A Linux Server Mystery
Ever since I moved in late 2023, my home server has had intermittent periods of becoming unavailable. Due to this behavior correlating with when we moved, I was for a long time attributing this to a network error and thought that it was my Router's fault, as I've simultaneously been having some issues with my network bridge (WiFi + Eth). This network issue would cause the bridge to lose its assigned IP range whenever hostapd issued a DFS scan.
As it turns out, these issues were entirely unrelated. After I had managed to fix the network issue and continued to see my server going offline without being able to recover it without a hard reboot, I decided to buy a small 7" screen that I could hook up to it and mount on the wall.

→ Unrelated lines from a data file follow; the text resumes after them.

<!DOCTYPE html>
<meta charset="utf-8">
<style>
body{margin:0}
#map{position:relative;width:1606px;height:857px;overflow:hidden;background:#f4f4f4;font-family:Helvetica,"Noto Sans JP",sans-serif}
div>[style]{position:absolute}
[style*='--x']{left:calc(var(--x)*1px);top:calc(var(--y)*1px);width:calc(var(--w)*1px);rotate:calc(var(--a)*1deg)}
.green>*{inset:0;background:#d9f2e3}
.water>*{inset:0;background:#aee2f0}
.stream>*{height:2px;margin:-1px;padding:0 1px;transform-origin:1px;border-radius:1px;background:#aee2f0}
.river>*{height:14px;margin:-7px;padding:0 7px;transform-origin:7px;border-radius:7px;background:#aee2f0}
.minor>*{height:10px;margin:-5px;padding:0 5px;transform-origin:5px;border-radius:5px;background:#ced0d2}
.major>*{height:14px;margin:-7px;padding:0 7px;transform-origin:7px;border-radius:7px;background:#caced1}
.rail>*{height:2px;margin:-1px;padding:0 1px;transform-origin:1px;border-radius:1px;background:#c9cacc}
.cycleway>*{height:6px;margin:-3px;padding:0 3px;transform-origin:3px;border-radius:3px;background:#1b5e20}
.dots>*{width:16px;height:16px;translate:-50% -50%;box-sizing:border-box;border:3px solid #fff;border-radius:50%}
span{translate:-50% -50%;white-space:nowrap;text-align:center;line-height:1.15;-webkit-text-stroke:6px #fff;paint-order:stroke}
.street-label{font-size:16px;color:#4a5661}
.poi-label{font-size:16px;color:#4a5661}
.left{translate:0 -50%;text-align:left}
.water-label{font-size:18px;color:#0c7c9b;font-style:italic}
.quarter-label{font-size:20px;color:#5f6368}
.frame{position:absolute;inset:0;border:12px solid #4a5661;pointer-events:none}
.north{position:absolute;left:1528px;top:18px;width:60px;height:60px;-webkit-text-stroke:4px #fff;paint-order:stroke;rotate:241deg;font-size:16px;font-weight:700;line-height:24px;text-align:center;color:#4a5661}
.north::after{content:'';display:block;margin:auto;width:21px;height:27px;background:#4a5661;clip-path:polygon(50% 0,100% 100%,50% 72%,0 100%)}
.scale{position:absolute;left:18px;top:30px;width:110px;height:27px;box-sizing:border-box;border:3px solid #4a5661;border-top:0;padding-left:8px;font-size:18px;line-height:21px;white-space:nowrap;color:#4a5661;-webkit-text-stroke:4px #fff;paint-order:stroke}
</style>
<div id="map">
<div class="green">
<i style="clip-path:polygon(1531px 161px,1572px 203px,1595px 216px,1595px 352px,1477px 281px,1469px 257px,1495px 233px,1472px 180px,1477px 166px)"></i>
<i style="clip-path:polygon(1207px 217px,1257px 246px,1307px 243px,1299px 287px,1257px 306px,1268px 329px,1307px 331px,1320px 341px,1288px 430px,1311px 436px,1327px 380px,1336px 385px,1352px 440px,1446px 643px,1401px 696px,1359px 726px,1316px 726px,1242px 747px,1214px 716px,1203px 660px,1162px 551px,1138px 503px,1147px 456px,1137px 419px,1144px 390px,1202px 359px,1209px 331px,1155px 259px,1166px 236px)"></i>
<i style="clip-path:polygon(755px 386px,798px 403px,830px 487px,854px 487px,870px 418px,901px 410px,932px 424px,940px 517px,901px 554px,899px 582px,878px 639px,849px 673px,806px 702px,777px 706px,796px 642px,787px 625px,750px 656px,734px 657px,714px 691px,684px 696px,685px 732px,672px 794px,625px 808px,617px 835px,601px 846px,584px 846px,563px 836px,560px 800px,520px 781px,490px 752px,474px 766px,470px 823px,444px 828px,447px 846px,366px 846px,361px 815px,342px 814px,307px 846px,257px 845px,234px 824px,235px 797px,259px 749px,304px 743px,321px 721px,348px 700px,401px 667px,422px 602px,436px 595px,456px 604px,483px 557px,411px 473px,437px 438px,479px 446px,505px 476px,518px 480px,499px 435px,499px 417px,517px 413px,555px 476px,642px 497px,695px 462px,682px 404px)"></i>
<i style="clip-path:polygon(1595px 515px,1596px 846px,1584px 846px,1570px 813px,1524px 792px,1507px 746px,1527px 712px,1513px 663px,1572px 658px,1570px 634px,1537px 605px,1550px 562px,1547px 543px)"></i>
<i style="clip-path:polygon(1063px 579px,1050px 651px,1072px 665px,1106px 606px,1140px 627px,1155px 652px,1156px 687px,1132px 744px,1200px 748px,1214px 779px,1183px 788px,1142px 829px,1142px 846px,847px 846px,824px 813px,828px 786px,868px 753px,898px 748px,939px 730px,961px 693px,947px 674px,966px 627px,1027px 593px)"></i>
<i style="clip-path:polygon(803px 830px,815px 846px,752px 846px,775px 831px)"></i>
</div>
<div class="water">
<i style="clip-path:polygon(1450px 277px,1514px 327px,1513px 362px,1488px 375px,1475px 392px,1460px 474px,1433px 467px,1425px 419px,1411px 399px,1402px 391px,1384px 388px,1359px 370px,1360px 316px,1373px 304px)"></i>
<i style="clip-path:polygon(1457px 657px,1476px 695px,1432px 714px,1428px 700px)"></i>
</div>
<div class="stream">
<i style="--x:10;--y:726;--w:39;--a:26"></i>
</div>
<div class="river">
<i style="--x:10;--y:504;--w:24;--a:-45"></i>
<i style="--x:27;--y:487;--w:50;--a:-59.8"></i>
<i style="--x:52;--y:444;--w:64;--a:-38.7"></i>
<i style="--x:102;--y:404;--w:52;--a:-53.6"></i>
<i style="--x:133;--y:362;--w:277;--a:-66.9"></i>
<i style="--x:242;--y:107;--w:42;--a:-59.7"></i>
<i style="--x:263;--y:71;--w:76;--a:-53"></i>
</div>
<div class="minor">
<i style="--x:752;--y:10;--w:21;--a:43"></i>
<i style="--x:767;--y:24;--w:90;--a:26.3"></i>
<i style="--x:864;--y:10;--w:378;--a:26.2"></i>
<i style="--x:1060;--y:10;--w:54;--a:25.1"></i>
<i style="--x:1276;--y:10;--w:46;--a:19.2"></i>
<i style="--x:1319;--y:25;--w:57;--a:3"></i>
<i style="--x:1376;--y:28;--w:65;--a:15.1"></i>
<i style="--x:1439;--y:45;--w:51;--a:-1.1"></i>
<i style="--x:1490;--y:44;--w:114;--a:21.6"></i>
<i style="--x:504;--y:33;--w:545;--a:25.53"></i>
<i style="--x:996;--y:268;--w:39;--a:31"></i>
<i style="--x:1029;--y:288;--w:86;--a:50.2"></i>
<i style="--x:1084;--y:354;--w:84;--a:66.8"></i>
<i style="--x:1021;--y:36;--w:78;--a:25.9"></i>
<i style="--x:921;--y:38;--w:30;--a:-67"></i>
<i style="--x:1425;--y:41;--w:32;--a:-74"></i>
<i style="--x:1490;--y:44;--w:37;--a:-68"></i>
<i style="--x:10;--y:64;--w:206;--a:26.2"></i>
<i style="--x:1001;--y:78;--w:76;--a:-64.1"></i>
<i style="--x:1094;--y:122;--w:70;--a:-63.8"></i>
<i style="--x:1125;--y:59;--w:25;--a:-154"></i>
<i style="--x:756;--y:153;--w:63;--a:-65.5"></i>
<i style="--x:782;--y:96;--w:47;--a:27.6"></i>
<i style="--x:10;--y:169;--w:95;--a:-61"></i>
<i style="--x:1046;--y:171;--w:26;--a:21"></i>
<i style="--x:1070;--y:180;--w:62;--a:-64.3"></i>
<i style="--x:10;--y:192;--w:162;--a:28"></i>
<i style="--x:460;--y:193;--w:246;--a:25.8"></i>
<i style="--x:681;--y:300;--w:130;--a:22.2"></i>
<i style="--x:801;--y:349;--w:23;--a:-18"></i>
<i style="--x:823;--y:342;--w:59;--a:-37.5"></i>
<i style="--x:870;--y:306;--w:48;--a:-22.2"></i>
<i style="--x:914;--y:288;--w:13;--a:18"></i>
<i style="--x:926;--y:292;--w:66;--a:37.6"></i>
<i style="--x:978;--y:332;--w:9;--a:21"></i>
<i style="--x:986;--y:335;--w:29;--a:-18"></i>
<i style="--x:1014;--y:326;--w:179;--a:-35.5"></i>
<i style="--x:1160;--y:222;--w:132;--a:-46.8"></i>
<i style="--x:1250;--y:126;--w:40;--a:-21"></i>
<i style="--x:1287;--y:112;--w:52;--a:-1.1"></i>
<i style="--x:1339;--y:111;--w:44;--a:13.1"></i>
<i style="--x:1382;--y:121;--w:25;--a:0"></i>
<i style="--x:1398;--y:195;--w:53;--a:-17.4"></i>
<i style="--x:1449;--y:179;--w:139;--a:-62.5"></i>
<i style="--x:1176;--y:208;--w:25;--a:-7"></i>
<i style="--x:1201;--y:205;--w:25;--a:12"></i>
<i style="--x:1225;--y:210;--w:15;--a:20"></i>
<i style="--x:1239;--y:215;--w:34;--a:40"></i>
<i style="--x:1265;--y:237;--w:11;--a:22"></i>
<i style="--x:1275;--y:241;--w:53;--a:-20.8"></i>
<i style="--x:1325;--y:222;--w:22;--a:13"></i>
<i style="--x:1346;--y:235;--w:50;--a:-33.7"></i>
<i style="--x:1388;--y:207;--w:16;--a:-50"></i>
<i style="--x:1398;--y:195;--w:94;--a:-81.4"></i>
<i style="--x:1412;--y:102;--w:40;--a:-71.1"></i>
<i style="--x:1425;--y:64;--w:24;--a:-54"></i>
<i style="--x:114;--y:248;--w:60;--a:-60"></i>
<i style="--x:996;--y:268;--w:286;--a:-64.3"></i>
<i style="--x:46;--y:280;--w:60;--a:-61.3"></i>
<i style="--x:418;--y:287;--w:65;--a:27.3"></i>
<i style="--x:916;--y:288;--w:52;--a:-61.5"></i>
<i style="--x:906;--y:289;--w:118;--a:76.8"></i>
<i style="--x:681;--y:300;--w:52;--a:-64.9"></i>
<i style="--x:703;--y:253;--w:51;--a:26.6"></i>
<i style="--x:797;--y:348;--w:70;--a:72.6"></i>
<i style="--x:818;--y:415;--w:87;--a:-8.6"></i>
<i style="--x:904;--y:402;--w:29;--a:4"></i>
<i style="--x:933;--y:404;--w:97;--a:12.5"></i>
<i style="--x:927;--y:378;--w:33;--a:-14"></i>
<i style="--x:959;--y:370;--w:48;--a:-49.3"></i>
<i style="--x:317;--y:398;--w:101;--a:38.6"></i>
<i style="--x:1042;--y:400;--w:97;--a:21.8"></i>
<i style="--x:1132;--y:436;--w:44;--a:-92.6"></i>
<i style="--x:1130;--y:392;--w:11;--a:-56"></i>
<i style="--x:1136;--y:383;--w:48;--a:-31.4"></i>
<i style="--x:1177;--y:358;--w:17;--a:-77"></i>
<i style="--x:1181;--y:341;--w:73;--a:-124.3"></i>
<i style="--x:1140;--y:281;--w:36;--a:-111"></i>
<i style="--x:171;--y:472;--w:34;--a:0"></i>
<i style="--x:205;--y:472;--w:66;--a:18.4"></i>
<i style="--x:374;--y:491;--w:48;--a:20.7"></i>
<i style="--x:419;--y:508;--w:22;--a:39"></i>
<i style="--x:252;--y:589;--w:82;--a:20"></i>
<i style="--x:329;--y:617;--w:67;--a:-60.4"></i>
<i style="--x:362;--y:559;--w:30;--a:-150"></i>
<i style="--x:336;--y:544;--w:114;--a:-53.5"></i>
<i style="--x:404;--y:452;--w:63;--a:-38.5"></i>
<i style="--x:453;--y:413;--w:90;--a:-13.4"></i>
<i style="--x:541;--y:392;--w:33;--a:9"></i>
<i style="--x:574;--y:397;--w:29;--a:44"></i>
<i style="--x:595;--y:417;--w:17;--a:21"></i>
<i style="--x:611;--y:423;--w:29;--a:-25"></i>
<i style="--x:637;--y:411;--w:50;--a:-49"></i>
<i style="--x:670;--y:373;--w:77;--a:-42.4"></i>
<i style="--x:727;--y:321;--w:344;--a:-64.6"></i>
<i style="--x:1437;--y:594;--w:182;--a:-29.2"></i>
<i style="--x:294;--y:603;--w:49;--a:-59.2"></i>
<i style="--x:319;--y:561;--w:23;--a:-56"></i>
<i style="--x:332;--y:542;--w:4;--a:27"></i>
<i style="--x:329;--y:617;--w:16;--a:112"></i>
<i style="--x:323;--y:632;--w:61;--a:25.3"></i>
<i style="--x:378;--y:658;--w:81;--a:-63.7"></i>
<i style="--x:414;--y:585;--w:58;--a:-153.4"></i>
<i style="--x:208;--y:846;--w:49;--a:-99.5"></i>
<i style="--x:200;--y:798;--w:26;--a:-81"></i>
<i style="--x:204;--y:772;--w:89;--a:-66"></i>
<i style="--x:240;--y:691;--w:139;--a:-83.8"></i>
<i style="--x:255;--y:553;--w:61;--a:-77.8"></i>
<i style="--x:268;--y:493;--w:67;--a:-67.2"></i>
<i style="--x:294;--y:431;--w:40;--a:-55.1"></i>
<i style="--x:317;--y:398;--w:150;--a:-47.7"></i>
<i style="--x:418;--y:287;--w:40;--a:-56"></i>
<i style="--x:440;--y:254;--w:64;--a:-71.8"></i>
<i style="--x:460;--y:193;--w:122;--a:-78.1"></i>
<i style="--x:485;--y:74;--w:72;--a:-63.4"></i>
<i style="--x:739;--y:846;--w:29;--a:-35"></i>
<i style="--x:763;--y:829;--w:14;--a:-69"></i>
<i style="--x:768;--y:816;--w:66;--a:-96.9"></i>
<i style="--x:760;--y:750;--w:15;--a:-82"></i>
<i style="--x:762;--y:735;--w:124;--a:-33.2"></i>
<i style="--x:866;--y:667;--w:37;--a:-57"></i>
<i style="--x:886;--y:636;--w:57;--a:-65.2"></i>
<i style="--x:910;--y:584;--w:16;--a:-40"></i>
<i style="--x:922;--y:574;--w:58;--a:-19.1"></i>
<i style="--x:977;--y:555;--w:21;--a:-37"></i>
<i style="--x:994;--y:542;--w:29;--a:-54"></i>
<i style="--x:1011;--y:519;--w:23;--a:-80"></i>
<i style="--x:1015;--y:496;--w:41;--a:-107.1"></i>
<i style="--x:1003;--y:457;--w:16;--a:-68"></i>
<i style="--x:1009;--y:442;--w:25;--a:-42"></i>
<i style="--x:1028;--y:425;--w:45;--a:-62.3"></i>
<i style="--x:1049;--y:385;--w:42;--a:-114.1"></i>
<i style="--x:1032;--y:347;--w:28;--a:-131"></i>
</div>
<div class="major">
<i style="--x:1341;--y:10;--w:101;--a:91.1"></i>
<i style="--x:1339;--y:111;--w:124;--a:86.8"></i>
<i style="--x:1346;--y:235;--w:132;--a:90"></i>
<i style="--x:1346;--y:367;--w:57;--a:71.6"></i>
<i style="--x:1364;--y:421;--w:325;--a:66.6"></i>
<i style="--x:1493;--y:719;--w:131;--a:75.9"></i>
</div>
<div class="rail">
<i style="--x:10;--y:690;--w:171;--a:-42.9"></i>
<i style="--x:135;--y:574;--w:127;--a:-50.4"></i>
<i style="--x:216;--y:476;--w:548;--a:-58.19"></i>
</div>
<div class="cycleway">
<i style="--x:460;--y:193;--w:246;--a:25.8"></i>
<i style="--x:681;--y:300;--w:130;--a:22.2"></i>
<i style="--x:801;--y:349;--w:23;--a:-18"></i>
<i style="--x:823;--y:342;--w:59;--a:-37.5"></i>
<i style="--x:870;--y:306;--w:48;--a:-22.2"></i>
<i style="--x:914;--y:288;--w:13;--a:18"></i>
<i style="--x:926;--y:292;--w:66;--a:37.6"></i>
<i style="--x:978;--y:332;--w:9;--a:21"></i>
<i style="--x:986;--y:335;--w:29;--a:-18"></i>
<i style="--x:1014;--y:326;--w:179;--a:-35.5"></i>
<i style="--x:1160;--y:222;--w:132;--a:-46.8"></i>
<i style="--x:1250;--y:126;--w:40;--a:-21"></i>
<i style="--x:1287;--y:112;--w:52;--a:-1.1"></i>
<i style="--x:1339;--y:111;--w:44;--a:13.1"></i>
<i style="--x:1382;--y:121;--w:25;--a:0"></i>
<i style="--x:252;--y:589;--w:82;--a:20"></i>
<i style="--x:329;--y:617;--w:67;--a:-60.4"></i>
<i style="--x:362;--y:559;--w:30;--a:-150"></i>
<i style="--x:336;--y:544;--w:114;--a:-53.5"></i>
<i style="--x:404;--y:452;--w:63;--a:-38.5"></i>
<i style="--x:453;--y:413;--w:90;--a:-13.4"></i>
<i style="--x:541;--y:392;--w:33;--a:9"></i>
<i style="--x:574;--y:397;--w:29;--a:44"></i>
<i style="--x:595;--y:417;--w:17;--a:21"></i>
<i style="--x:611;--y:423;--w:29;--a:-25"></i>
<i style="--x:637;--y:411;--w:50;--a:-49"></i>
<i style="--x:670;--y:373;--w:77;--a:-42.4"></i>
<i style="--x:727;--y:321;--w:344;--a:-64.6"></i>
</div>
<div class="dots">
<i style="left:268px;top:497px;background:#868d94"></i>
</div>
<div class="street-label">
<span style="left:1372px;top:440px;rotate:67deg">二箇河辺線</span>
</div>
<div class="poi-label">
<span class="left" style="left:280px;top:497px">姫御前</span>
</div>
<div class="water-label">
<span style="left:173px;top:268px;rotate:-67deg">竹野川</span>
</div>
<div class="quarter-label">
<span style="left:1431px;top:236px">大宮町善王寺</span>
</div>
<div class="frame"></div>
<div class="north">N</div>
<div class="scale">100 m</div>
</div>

When the server went offline the next time after I had installed the screen, I immediately was able to see the error.
Hardware failures in my SSD when writing to /var/ caused my root filesystem to lock up and enter read-only mode. This was easy to idenitfy as soon as I managed to hook up a monitor to my server, but felt impossible to root cause prior to that since I had no serial or SSH access.
As a result, I bought a new SSD (not as cheap this time), spent hours dismantling and reconstructing my server (the M2 slot for the SSD was on the bottom of the motherboard, requiring me to pull out everything before being able to access it). And this time, I opted to use ZFS on my root partition too, as an extra failsafe.